Griffin and Trish, who earlier gave a barely convincing performance of “we are madly in love” for the paparazzi, engage in some dull pillow talk. Then Griffin gets a call from someone to whom he says boilerplate two-timing bad-guy stuff like, “I can’t talk, she’s right here” and “No, she doesn’t know anything, let’s keep it that way.” Jessica Jones always has such slick, clever dialogue for our main character. Can we get some better material for Griffin, please? I want him to be evil because it would make him more interesting, thus validating the time we’ve spent getting to know him. But it seems equally plausible that he’s just throwing a surprise party or something similarly basic.

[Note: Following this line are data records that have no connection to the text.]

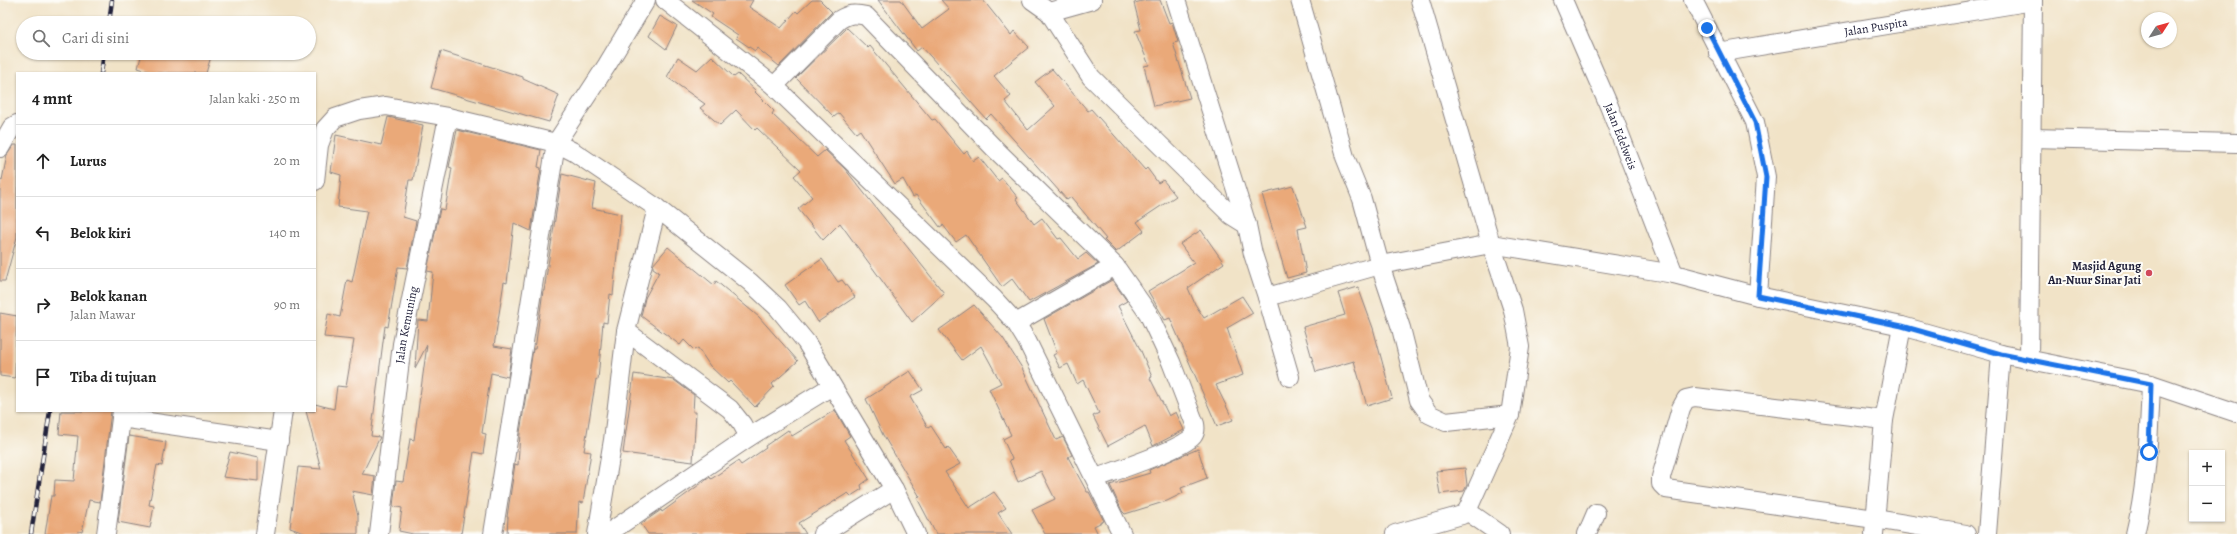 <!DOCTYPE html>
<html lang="id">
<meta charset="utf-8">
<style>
body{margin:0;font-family:Alegreya,serif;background:#f6f6f6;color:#222}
.controls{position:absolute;right:12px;bottom:12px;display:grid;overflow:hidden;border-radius:0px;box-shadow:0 1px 3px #0004}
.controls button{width:36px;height:36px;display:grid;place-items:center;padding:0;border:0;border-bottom:1px solid #e0e0e0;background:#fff;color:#222;font:20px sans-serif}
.compass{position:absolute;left:2141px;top:12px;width:36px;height:36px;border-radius:50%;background:#fff;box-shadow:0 1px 3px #0004;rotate:54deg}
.stop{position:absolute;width:12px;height:12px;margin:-9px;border:3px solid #1a73e8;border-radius:50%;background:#fff}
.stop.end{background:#1a73e8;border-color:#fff;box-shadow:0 1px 4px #0008}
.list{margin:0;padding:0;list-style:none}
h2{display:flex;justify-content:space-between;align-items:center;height:52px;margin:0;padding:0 16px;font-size:17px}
h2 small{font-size:13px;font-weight:400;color:#767676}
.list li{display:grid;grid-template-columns:26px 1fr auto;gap:12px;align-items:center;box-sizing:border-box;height:72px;padding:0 16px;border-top:1px solid #e0e0e0}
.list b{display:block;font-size:15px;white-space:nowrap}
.list p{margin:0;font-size:13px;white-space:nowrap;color:#767676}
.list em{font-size:13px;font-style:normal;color:#767676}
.icon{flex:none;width:22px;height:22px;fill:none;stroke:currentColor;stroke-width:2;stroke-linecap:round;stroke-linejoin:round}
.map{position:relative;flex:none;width:2237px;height:534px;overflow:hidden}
.search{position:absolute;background:#fff;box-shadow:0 1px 3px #0004;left:16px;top:16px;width:300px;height:44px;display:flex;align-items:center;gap:10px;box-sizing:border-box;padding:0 14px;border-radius:22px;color:#767676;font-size:15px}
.panel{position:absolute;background:#fff;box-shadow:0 1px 3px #0004;left:16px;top:72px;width:300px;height:340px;border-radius:0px}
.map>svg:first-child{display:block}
.building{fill:#eaa979}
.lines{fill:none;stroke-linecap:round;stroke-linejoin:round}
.street-casing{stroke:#8a8281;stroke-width:20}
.street{stroke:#fff;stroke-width:18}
.rail-casing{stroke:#22223b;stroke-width:4.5}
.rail{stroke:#fdfcf7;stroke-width:3;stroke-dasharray:9;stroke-linecap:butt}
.route{stroke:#1a73e8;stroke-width:5}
.poi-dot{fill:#d1495b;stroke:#fdfcf7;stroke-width:1.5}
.labels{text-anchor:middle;stroke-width:4;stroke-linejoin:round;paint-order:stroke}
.street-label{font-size:12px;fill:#22223b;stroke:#fdfcf7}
.poi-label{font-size:12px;font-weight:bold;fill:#22223b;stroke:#fdfcf7;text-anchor:end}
</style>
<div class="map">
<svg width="2237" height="534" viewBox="0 0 2237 534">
<rect width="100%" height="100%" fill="#fdfcf7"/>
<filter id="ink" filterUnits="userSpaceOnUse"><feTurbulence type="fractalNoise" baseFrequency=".025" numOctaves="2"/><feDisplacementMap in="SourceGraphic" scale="8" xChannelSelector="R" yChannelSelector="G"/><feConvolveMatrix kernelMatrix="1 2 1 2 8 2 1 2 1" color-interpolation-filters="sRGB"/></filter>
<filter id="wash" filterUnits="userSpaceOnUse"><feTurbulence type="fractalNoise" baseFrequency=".012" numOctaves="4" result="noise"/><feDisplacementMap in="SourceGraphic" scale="16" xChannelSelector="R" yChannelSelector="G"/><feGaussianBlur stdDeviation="0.9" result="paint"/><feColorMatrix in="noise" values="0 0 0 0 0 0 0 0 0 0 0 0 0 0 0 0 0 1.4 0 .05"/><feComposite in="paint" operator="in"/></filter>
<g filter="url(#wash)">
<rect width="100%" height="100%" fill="#f1e3c7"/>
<g id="blocks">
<g class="building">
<path d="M692 0H753L749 7 781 28 796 11 798 13 812 0H820L832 12 779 66 757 48 755 51 736 38 738 35 711 17 713 14Z"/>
<path d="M878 0H901L922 29 949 9 941 0H983L1011 35 1014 31 1029 47 994 76 1011 96 1005 101 1028 130 1055 106 1035 82 1052 69 1088 111 1091 109 1145 170 1147 168 1158 183 1163 180 1176 196 1137 222 1144 231 1116 252 1104 240 1106 239 1071 197 1067 200 991 114 986 119 922 47 917 51Z"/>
<path d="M1146 0H1160L1169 23 1172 22 1178 42 1173 43 1190 98 1154 106 1144 66 1149 65 1135 31 1141 30 1134 3Z"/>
<path d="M660 16 677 26 666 49 649 36Z"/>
<path d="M847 28 868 48 870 46 932 120 935 119 964 154 967 151 973 161 979 157 998 181 1002 178 1018 198 1016 199 1034 224 1042 218 1058 239 1061 238 1078 259 1086 253 1098 264 1029 302 1012 279 1002 287 966 235 956 242 943 225 940 227 916 195 913 197 903 179 895 184 860 130 856 133 839 113 834 117 796 78Z"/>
<path d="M441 51 523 77V79L559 95 549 122 431 88Z"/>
<path d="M142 53H212L206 73H155L138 68Z"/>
<path d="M712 56 734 77 738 74 756 91 755 92 774 111 772 114 817 157 825 150 845 169 944 293 912 322 840 223 823 240 798 209 812 197 794 176 801 170 757 128 755 130 736 110 720 125 700 108 705 104 667 77 678 57 697 70Z"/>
<path d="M388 117 423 125 413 180H409L403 217 416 221 407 268 398 267 388 327 385 326 371 436 380 437 362 474 375 476 373 495 352 491 358 516V534H307L290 528 298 467 321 469 306 411H315V404L334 409 337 386 346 387 354 340 324 337 328 314 340 317 347 280 352 282 367 211 338 207 341 175 331 172 336 135 381 145Z"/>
<path d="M457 130 541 150 538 167 541 168 531 231 514 223 507 283 504 282 494 346 512 349 508 377 491 373 482 433 486 434 483 454 474 452 461 534H413L399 531 402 508 393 506 396 481 403 482 410 439 414 440 427 345 415 368 418 320 428 321 433 272 427 271 440 209 445 210 452 168 449 167Z"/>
<path d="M14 145H17V237L5 281H0V179L2 180 7 155Z"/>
<path d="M562 174 596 183 592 208 621 214 613 295 610 294 607 323 603 322 598 380 596 379 584 451 591 452 583 503 579 502 577 534H507L508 517H507L515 464 518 465 520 433 533 349H535L543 291H544Z"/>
<path d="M1293 186 1307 227 1298 229 1306 273 1287 278 1262 194Z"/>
<path d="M1201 230 1224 263 1188 288 1195 304 1204 318 1242 296 1253 313 1227 328 1243 375 1216 385 1233 420 1217 426 1170 318 1165 320 1148 291 1194 263 1180 244Z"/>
<path d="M668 247 714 285 716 281 759 317 798 361 772 384 774 387 755 407 730 381 728 383 710 366 698 348 694 350 684 340 680 345 641 316 645 298 659 272 653 268V265Z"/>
<path d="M822 259 838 282 842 280 855 297 818 322 805 301 799 305 785 285Z"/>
<path d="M1112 280 1127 301 1118 306 1141 351 1152 377 1150 378 1169 416 1176 412 1184 430 1153 446 1145 426 1108 446 1093 416 1099 413 1083 380 1077 384 1068 364 1060 368 1053 355 1057 353 1044 319Z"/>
<path d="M1358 287 1373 328 1392 398 1367 406 1354 361 1316 372 1303 327 1345 315 1338 293Z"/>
<path d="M974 305 1003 338 1022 368 1056 440 1063 437 1072 455 1068 457 1087 492H1089L1104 521 1094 526 1098 534H1045L1032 510 1055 499 1041 471 1018 482 1009 460 1012 459 1003 439 1011 435 989 389 1001 383 981 346 962 360 939 330Z"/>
<path d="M0 313 17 316 15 378 0 376Z"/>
<path d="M910 371 923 390 910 397 928 428 931 426 946 449 948 447 960 464 945 472 969 508 994 492 1006 508 998 513 1012 534H936L917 498 920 497 883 435 866 399Z"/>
<path d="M634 374 674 380 694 395 693 412H696L693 462 623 453Z"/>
<path d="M835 410 850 436 844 440 869 479 861 485 862 489 851 496 848 493 799 523 806 534H648L641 524 661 510 662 512 710 477 711 479 738 461 741 465 766 448 765 446 788 430 792 436Z"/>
<path d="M61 411H111L100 502 89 500 82 532 79 531 78 534H45L51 496H54L55 480 74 481 78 436 59 434Z"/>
<path d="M129 436 166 442 162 466 157 465 149 505 154 506 150 528 118 522Z"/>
<path d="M1198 449 1207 478 1181 488 1183 493 1167 501 1125 514 1122 511 1110 485 1150 473 1149 470Z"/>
<path d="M230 452 258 458V481L223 477Z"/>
<path d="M1465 468 1467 485 1464 491 1440 494 1436 471Z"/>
</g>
</g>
</g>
<g filter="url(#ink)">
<use href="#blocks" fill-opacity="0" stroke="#8a8281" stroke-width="1"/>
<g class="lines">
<g class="street-casing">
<g id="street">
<path d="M665 0 774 86 994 299 1016 323 1027 341 1122 534"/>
<path d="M1032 0 1049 12"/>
<path d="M1092 0 1049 12 1091 77 1231 215 1247 225 1253 254 1267 297 1380 265 1491 244 1674 274 1758 296 1902 326 2001 354 2151 384 2237 413"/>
<path d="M1176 0 1247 225"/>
<path d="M1300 0 1345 157 1362 199 1380 265 1401 328 1419 400 1429 414 1446 422 1510 415"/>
<path id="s1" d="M1563 0 1609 106 1674 274"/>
<path d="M1693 0 1755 122 1766 177 1758 296"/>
<path id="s2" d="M1718 53 2033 1"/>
<path d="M774 86 839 20C849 14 854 13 866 16L993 147 1115 266 1148 313 1171 362 1195 424C1196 429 1196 432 1193 436 1183 449 1115 471 1096 478"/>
<path d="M2032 138 2237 143"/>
<path d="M0 148 12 127 17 124"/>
<path d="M315 181 319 145 325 129 335 118 359 110 386 106 448 117 556 143 574 152 657 208 750 282 778 308 806 342 894 489 916 534"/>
<path d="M1267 297 1290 377"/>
<path d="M1016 323 1115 266"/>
<path d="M626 331 730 409 742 424 749 437"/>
<path d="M2029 359 2033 0"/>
<path d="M121 418 279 441"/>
<path d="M1884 420 1695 397 1686 399 1681 408 1661 477V484L1666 489 1875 519 1966 534"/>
<path d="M1467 511 1500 534"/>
<path d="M106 534 122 411"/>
<path d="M265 534 283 411"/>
<path id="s3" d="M379 534 402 344 448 117"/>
<path d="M493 534 556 143 607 65 646 0"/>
<path d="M597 534 613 440 626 331 657 208"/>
<path d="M607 534 749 437 832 386"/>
<path d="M822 534 894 489"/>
<path d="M1395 534 1462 515 1467 511 1510 415 1520 347 1513 310 1491 244 1420 0"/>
<path d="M1587 534 1596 513"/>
<path d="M1874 534 1884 420 1902 326"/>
<path d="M1987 534 2001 354"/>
<path d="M2135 534C2147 485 2149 435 2151 384"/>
</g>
</g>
<use href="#street" class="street"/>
<g class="rail-casing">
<g id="rail">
<path d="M109 23 112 0"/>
<path d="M101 73 104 53"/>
<path d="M31 534 50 411"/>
</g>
</g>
<use href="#rail" class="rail"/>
</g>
</g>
<g class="lines" filter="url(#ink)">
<path class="route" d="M1707 28 1755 122 1766 177 1758 296 1902 326 2001 354 2151 384 2149 452"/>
</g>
<circle class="poi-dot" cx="2149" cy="273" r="4"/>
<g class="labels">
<g class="street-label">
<text dy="4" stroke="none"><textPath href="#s2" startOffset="160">Jalan Puspita</textPath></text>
<text dy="4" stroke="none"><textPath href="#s1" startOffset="148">Jalan Edelweis</textPath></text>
<text dy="4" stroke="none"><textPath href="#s3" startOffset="211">Jalan Kemuning</textPath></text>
</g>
<g class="poi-label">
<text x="2141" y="270">Masjid Agung<tspan x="2141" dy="14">An-Nuur Sinar Jati</tspan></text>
</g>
</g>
</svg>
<div class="controls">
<button>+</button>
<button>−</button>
</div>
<svg class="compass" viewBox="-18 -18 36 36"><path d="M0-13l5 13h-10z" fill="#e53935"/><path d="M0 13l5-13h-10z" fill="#767676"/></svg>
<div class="stop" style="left:2149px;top:452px"></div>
<div class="stop end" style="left:1707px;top:28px"></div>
<div class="search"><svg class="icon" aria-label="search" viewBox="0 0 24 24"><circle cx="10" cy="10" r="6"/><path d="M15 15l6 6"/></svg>Cari di sini</div>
<section class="panel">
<h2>4 mnt<small>Jalan kaki · 250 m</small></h2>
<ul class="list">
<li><svg class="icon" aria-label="ahead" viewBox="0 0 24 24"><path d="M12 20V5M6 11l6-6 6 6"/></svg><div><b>Lurus</b></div><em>20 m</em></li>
<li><svg class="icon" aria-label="left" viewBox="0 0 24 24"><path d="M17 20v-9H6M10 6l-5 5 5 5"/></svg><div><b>Belok kiri</b></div><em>140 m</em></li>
<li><svg class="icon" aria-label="right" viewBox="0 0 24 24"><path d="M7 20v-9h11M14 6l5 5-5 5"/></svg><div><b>Belok kanan</b><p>Jalan Mawar</p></div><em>90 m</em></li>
<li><svg class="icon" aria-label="arrive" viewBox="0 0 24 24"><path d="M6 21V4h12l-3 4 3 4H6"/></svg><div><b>Tiba di tujuan</b></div></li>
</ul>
</section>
</div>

Meanwhile, Max came through with what they need, because punching a guy in a Tesla is a very effective information-gathering technique. Turns out IGH paid Inez’s medical bills. Jess and Trish go to the condemned building corner where Inez, who is homeless, is likely hanging around. Trish continues her track record of being more of an insecure, needy liability than an actual asset by taking a few puffs on Simpson’s old inhaler — without consulting Jess beforehand — and the result is basically that Trish is just, I don’t know, more reckless than usual? It doesn’t seem to give her any powers beyond improved night vision.
Jess and Trish don’t find the dangerous woman they’re looking for, though: Inez was a merely nurse at IGH, and the wig-lady threw her ten feet into a glass cabinet. Broken back, massive scars, pretty nasty stuff. But still no decent leads on the killer herself.
Back at Alias Investigations, Pryce sends his boy Nick to supermarket sweep Jessica’s place and steal all her files: “The cases are yours now. If she’s dirty, we’ll bury her.” Alas, it is Nick who’s going to get buried, because wig-lady catches him on his way out and murders him in the back of his van.
The good news is, Jessica’s files never got to Pryce! The bad news is (1) wig-lady is still on the loose, (2) Nick is dead (not that we care about him all that much, but still, don’t want to be disrespectful), and (3) Jessica is under arrest for murder, since she shows up on the scene and seems like quite the likely suspect. At least she can assure herself that she would never do what this assailant did. There is blood everywhere. Jess takes in the carnage as a cop handcuffs her. “It’s not me,” she says over and over. “That’s not me.”